By: John Van deVaarst, NISOA, New Jersey


Many high schools have suggested that the requirements to either caution or disqualify participants for specific misconducts, and the need to follow a specific procedure, is not being followed consistently by all Referees. This article puts forth a few reminders and some suggestions to Interscholastic Referees about correcting this deficit in game performance.

Reminder on the rules.

Before you ever stepped onto a high school soccer field, you should have memorized the specific reasons for administering either a caution or a disqualification. The NFHS Soccer Rules Book provides ten specific reasons for caution, two of these specifically applying to the Coach…

There are also eleven reasons given for disqualification, with two specific reasons allowing replacement of the disqualified participant, while the remaining nine reasons for disqualification not allowing for replacement of the disqualified participant. It’s important to remember the difference between the two forms of disqualification as it concerns replacement of the disqualified player.  It is also important to remember that one of these latter nine reasons for disqualification specifically applies to a Team Coach.


Many of the reasons for caution or disqualification leave you no discretion to decide NOT to penalize the player involved.  These misconduct rules must be enforced if the infringement occurs. For example, a player who uses vulgar or profane language, even in an incidental manner, MUST be cautioned.  Another example is that a player who spits at an opponent, teammate, or game official MUST be disqualified.

In either case, if the act occurs, the designated referee action must be taken; you are allowed no discretion to decide to “overlook” or not apply the corrective action.

It is important to your referee duties that you must follow all NFHS rules and not pick and choose what is to be punished.  Any other approach leads to inconsistency in application of the rules, non-uniformity in the interpretation of the rules, and in turn definitely causes game control problems for the Referee concerned, for fellow NISOA officials, and for the game.  Understand that incorrect application of these behavior rules directly lessens your control of participant behavior in the game.

About the procedure.

A vital part of correctly administering a CAUTION or DISQUALIFICATION requires that a formal procedure be followed for each.  The CAUTION procedure requires the Referee to display a yellow card, indicate the appropriate person, and notify both coaches. A participant may only be cautioned once in any game. The DISQUALIFICATION procedure requires the Referee to display a red card and indicate the appropriate person. The procedure also requires that the individual disqualified must leave the game and not return for the balance of that game. However, the disqualified player IS allowed to be replaced for two specific incidents, namely: acts described as delayed or prolonged, or for a subsequent caution.

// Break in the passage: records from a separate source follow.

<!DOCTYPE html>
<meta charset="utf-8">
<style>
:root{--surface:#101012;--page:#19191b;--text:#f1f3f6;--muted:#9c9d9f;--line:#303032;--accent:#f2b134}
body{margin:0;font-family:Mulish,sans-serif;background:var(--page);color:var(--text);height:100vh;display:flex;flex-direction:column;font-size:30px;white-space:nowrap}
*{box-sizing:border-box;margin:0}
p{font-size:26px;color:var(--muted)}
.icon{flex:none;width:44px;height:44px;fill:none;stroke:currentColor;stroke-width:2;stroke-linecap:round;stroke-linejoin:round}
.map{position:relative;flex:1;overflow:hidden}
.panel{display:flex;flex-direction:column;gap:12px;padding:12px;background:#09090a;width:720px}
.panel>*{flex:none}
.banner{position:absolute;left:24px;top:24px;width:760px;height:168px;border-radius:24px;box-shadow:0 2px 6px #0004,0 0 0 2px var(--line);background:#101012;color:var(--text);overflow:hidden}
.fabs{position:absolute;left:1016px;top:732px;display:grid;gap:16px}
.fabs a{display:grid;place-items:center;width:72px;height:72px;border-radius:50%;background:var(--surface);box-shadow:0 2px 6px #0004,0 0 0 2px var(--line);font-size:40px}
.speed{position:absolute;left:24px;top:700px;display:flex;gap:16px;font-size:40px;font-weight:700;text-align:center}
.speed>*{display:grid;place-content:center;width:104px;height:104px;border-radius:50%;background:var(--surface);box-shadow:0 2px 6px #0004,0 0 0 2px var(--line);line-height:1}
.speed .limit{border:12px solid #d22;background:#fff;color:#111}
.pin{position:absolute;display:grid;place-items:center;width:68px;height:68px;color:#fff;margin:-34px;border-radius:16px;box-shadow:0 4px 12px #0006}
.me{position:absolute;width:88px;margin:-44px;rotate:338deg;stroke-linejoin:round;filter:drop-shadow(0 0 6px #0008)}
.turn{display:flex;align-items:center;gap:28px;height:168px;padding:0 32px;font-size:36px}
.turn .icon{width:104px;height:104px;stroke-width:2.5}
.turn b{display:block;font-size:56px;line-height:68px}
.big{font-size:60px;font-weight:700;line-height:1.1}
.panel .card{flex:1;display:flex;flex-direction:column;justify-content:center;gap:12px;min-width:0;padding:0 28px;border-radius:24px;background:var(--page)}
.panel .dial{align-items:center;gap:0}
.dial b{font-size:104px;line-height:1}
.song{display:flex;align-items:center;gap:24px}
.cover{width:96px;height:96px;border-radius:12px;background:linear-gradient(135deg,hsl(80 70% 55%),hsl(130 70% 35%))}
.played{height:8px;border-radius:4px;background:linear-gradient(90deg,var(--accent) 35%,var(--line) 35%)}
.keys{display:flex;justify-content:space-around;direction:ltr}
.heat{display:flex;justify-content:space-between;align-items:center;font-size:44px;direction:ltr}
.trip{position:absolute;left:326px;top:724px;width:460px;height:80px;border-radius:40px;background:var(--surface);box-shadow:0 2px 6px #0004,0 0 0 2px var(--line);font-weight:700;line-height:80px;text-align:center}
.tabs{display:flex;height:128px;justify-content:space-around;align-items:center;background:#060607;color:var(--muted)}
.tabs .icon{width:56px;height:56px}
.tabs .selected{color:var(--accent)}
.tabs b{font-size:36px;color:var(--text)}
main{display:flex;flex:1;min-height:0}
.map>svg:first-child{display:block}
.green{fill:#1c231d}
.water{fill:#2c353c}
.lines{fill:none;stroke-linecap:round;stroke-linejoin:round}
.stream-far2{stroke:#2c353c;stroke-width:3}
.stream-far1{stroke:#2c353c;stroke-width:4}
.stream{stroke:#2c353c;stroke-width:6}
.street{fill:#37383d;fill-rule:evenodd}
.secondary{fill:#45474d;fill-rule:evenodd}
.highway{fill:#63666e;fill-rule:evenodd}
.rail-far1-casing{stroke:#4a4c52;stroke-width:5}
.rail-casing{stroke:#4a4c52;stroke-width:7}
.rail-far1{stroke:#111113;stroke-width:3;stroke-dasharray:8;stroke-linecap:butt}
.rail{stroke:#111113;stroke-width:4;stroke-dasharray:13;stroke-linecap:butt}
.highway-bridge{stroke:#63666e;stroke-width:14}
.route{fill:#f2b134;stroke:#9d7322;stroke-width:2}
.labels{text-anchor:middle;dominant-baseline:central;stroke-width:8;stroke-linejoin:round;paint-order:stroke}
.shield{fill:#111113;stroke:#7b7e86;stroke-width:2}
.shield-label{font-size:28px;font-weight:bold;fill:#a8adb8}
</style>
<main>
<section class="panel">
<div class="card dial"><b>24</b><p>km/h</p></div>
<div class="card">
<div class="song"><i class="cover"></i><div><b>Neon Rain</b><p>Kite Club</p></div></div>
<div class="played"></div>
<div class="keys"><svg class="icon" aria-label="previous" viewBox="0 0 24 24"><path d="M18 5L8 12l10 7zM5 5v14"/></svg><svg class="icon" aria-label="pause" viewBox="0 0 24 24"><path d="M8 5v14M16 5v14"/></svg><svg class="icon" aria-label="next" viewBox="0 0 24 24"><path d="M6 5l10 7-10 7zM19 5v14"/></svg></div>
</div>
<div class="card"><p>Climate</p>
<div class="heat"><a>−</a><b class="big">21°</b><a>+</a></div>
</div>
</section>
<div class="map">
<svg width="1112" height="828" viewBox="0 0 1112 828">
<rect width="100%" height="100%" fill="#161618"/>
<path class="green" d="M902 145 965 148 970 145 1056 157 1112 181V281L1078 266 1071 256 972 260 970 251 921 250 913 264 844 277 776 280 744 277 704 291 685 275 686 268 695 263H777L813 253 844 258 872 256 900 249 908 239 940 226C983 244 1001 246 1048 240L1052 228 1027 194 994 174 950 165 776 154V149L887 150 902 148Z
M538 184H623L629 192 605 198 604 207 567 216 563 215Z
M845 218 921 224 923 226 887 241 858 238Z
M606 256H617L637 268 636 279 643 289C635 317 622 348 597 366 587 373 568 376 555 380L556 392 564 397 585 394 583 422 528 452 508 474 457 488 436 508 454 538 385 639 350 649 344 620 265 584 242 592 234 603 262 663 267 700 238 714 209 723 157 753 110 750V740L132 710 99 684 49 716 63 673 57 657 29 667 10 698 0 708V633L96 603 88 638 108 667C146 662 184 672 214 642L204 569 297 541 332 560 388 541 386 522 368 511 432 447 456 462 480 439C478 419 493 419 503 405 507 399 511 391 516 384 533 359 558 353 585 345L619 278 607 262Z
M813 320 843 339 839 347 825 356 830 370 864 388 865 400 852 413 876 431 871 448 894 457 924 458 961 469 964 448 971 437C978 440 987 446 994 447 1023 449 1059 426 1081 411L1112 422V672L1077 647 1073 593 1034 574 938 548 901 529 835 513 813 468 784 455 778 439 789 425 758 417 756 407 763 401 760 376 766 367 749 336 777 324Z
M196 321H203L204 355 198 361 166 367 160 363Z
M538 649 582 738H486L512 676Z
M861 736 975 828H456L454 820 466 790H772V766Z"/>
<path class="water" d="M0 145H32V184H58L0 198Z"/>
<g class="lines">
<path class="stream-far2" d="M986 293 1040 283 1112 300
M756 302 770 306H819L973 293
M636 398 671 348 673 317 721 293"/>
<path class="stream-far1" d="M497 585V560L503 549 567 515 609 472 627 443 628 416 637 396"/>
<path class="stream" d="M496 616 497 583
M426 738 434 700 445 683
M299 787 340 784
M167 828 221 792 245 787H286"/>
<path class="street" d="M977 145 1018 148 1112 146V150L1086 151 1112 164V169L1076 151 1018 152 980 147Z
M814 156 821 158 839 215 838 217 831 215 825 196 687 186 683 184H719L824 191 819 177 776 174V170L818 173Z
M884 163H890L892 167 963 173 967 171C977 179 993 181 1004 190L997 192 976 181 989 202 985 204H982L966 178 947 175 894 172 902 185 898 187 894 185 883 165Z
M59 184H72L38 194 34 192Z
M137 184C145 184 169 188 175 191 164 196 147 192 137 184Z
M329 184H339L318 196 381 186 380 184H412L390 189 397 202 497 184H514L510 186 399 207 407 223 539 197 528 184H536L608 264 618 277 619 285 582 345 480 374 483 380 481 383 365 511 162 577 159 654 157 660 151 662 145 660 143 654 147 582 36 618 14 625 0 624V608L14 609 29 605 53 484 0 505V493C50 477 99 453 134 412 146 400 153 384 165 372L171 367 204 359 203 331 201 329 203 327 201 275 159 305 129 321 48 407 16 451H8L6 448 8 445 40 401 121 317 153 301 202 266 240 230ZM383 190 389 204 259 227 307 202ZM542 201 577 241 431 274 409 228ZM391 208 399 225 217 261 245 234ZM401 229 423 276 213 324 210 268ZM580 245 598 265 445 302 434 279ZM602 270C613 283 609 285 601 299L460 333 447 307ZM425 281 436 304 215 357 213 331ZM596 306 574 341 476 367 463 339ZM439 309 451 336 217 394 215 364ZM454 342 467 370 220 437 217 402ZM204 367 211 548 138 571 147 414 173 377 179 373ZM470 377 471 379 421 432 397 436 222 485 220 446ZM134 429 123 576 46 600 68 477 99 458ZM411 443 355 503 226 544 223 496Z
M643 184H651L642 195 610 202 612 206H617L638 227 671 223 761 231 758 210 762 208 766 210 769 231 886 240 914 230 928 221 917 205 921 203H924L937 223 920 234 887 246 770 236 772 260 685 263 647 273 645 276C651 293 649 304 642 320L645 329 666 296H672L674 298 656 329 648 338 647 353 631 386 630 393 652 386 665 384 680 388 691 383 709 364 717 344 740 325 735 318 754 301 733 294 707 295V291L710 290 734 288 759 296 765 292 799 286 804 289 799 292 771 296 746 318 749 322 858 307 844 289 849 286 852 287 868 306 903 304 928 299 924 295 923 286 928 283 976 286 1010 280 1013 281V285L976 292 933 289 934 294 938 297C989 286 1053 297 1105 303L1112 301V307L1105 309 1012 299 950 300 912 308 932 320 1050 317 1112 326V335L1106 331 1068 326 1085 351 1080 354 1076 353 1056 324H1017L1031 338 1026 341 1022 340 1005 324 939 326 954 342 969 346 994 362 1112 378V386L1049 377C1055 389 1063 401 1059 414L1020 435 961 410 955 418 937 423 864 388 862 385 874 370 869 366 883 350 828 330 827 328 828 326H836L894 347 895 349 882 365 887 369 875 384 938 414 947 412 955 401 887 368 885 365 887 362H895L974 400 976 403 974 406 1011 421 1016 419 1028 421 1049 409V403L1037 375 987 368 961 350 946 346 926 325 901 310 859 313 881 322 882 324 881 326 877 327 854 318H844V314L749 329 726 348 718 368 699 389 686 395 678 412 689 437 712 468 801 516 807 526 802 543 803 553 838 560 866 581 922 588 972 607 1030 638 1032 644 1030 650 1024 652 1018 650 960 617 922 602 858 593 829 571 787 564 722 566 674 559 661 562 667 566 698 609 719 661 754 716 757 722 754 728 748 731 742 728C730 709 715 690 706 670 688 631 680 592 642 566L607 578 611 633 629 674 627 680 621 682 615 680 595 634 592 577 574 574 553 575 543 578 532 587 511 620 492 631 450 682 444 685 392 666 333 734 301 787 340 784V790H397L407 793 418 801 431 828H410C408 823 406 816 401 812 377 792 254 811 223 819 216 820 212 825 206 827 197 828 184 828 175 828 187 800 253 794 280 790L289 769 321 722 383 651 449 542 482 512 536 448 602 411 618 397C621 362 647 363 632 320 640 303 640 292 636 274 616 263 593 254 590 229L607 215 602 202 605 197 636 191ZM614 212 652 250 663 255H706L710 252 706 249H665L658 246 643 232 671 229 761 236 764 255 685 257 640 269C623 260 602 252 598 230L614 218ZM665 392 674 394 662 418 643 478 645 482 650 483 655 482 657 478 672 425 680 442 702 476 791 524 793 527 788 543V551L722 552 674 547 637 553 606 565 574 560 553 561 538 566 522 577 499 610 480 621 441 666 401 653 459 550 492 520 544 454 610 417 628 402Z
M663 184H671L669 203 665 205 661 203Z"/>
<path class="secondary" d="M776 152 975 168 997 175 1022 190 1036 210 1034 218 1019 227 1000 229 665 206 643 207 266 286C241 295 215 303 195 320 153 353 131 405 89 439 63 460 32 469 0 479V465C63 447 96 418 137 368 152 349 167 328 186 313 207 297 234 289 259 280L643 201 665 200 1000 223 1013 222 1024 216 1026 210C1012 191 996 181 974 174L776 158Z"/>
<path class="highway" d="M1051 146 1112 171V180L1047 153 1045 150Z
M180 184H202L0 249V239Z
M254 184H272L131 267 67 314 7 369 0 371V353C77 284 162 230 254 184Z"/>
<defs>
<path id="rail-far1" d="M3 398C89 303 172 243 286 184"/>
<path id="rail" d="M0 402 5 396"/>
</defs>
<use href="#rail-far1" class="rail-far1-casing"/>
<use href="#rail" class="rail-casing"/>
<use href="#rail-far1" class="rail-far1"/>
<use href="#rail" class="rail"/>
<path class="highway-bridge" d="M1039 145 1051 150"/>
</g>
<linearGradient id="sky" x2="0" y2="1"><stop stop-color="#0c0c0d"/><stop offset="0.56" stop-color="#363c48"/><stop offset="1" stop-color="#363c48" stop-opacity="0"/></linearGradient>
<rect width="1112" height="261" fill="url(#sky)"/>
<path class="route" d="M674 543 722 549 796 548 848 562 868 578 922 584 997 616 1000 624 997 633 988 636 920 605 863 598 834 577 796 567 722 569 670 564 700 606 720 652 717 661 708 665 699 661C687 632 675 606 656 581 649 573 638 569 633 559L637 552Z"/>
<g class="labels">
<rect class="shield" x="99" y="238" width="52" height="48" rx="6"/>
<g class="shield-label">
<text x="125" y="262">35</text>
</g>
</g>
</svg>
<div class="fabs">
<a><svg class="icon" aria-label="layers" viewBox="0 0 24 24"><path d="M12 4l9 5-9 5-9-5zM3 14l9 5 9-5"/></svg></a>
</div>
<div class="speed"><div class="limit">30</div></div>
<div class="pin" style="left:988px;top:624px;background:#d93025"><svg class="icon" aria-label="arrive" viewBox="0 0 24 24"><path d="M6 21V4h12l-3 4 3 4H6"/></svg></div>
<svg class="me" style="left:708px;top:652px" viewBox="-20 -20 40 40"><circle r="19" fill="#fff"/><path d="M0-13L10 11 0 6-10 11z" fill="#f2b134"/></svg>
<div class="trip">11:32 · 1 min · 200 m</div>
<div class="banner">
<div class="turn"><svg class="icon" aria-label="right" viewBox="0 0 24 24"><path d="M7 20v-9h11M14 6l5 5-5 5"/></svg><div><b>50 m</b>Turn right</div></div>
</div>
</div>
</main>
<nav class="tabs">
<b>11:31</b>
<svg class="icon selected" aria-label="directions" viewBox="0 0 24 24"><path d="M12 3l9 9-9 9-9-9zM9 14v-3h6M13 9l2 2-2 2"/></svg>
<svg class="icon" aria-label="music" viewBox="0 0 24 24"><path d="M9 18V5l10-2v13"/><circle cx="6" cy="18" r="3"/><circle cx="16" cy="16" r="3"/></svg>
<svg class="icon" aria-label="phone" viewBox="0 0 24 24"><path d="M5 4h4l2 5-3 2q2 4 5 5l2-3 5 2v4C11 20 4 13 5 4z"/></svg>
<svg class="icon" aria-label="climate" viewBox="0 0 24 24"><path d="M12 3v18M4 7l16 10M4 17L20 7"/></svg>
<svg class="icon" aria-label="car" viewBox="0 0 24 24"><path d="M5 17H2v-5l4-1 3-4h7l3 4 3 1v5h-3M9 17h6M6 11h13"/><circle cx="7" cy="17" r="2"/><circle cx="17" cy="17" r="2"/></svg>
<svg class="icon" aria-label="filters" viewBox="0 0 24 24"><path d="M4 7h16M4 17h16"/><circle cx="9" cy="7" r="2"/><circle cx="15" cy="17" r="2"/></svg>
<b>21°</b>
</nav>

The complete recommended procedure to follow includes the following:

Step one, stop the clock.

Step two, isolate the player.

Step three, tell the player the reason for the caution or disqualification.

Step four, display the appropriate card, either the caution (yellow), or the disqualification (red).

(Remember, that when it comes to displaying the card for a disqualification, there may be a variation from displaying ONLY the red card. One alternate card display in step four is when the player is allowed to be replaced The red and yellow cards are displayed simultaneously. Another alternate card display in step four is when a participant is disqualified for a subsequent caution misconduct. In this case, a yellow card is displayed first, followed immediately by the red card.)

Step five, make your own record of the player’s number and the reason for the caution or disqualification.

(Make sure, that regardless of the system of mechanics being used, you have instructed the other Referee(s) in the Referee Team during your pre-game briefing to make the same notes as a backup to your notes. If there is a Reserve Official assigned to your Referee Team, the Reserve must also note the jersey number of the player on the game report.)

Step six in a caution misconduct is to tell the player that in the event of further misconduct he/she may be disqualified from the game. In a disqualification misconduct tell the player that he/she is disqualified and must leave the field and not return.

Step seven, make sure to indicate the player cautioned or disqualified to the Scorer, both Coaches, and the other Referee Team members.

Additional requirements.

Of course there may be, by State Association adoption, some specific post-game procedures that involve reporting cautions and disqualifications. Also, the NFHS rules specify that at the end of the game the Head Referee must verify the score, and report in writing any disqualifications and unusual incidents to the proper authorities, normally the State Association.

A final item.

One more important point needs to be stressed. The authority given to you as the Referee to caution and disqualify participants are two very powerful ways for the Referee to control participant behavior during a game. These authorities should be used at the correct times, using the correct procedures for the two control methods. At any time during a game the Referee should be prepared to caution or disqualify any participant who violates either misconduct rule. That is both an obligation and duty, and the consistency of application is vital to the Referee Team’s successful performance in that game.